For the string "Schmeikal", find every matching line in the records and copy it.

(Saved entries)
═══

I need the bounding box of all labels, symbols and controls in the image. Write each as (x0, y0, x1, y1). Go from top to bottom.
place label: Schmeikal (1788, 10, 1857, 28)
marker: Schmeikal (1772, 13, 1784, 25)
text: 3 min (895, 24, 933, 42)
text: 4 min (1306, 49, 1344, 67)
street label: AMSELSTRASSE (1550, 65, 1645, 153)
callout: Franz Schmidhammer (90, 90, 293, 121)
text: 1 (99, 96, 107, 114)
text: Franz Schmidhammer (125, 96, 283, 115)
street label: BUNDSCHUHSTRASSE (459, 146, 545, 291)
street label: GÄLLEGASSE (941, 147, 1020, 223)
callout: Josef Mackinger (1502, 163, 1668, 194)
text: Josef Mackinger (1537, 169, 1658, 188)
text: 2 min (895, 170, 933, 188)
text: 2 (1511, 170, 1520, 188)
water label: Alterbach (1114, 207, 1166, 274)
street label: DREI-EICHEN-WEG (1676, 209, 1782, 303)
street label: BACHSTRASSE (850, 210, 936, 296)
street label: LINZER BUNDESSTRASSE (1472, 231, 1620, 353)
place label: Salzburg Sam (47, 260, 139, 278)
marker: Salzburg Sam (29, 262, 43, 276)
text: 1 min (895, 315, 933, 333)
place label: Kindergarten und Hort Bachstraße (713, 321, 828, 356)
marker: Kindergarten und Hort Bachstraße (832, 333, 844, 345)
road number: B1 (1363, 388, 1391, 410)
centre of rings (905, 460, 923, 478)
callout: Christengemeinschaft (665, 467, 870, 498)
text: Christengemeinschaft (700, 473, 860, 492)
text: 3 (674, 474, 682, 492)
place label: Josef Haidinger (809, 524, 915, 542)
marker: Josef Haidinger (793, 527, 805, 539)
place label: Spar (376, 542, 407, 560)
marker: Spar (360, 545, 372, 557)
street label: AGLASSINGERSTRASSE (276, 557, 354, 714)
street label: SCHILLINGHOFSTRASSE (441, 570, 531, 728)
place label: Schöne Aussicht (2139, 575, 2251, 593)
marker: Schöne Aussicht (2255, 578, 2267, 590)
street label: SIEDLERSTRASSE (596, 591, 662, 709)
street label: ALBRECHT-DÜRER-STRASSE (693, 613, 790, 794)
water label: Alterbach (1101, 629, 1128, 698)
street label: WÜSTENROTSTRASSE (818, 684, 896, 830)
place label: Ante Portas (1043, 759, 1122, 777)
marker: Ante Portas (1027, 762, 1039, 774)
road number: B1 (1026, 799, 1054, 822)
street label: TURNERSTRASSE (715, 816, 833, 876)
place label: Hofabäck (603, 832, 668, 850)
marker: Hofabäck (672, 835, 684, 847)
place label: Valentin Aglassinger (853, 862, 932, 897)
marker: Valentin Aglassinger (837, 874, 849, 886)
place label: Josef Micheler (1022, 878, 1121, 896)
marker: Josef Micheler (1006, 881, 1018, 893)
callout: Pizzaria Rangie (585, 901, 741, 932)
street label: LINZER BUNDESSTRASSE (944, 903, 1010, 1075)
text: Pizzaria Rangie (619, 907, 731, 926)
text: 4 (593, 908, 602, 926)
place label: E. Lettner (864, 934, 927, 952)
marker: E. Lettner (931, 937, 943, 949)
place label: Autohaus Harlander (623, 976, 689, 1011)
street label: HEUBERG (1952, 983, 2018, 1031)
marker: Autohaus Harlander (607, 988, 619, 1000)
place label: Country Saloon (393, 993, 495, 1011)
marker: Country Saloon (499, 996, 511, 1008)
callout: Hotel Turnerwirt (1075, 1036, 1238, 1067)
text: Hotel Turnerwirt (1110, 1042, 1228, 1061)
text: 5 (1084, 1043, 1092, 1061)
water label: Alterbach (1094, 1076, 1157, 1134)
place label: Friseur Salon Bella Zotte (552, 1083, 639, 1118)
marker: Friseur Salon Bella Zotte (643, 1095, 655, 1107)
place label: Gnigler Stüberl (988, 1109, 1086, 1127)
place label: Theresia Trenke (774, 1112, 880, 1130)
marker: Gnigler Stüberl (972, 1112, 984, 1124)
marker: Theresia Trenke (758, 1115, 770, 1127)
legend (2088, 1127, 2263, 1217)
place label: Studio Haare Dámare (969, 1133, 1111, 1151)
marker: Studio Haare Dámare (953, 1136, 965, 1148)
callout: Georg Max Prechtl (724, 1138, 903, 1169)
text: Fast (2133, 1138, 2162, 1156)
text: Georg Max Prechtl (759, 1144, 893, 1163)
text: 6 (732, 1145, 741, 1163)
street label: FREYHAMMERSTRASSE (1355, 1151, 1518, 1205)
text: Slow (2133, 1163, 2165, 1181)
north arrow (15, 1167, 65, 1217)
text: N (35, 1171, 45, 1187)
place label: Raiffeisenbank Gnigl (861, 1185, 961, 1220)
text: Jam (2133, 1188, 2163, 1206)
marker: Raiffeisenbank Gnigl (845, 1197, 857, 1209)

═══

**Completed exercise:**
place label: Schmeikal (1788, 10, 1857, 28)
marker: Schmeikal (1772, 13, 1784, 25)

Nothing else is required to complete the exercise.